Introduce environment rebuilds in the eval_runner by alexmillane · Pull Request #772 · isaac-sim/IsaacLab-Arena

alexmillane · 2026-06-10T11:15:43Z

Summary

Introduce environment rebuilds in the eval_runner

Detailed description

To resample build-time variations, we need to rebuild the environment periodically.
This introduces num_rebuilds to the eval spec.
Each rebuild rebuilds the environment.
Metrics are averaged across the rebuilds.
num_episodes now refers to the total number of episodes across all rebuilds.

isaaclab-review-bot

Review: Introduce environment rebuilds in the eval_runner

Nice feature — the ability to rebuild environments periodically for build-time variation resampling is well-motivated, and the metric aggregation approach (concatenating raw data, then recomputing) is the correct way to do this statistically. The Hydra override system for variations is also well-designed with good error messages.
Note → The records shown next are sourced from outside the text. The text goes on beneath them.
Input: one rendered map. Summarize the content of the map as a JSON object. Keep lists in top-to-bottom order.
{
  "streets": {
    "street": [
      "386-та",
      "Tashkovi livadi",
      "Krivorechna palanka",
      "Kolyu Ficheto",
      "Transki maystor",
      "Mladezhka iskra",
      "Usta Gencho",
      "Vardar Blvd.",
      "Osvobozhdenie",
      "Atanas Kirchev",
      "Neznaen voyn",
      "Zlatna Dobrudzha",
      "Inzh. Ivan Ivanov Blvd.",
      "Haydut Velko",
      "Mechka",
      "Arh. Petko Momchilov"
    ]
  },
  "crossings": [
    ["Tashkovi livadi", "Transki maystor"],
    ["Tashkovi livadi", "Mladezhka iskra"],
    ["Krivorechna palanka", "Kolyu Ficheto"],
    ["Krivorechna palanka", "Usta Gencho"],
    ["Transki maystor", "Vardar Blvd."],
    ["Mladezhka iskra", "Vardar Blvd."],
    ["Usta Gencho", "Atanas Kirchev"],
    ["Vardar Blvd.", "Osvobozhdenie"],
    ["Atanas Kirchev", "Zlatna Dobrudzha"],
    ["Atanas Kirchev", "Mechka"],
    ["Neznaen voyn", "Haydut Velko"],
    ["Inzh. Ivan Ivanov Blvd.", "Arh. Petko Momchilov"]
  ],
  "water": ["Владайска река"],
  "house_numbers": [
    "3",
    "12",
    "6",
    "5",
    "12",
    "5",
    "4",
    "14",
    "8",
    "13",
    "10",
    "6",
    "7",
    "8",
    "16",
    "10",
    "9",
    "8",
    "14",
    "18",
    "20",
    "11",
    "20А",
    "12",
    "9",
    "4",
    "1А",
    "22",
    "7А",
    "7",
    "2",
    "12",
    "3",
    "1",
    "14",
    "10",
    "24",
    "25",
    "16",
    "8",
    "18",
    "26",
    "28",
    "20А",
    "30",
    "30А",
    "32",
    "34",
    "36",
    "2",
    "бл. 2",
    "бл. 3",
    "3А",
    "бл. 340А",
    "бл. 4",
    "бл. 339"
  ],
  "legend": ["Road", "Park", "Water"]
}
Below are findings roughly ordered by severity.

🔴 Critical: Missing `break` after failure in rebuild loop (`eval_runner.py`)

When an exception occurs during a rebuild iteration, job_manager.complete_job(job, ..., status=Status.FAILED) is called, but the for rebuild_idx in range(job.num_rebuilds) loop does not break out. Subsequent rebuild iterations will still execute (potentially hitting more errors or even succeeding partially), leading to:

The job is already marked FAILED, but more work runs needlessly.
If a later rebuild succeeds, its metrics are appended to metrics_per_run. The post-loop aggregation then calls metrics_logger.append_job_metrics for a job that was already marked FAILED — inconsistent state.

Suggestion: Add a break (or set a flag and continue) after job_manager.complete_job(...) inside the except block so remaining rebuilds are skipped for that job.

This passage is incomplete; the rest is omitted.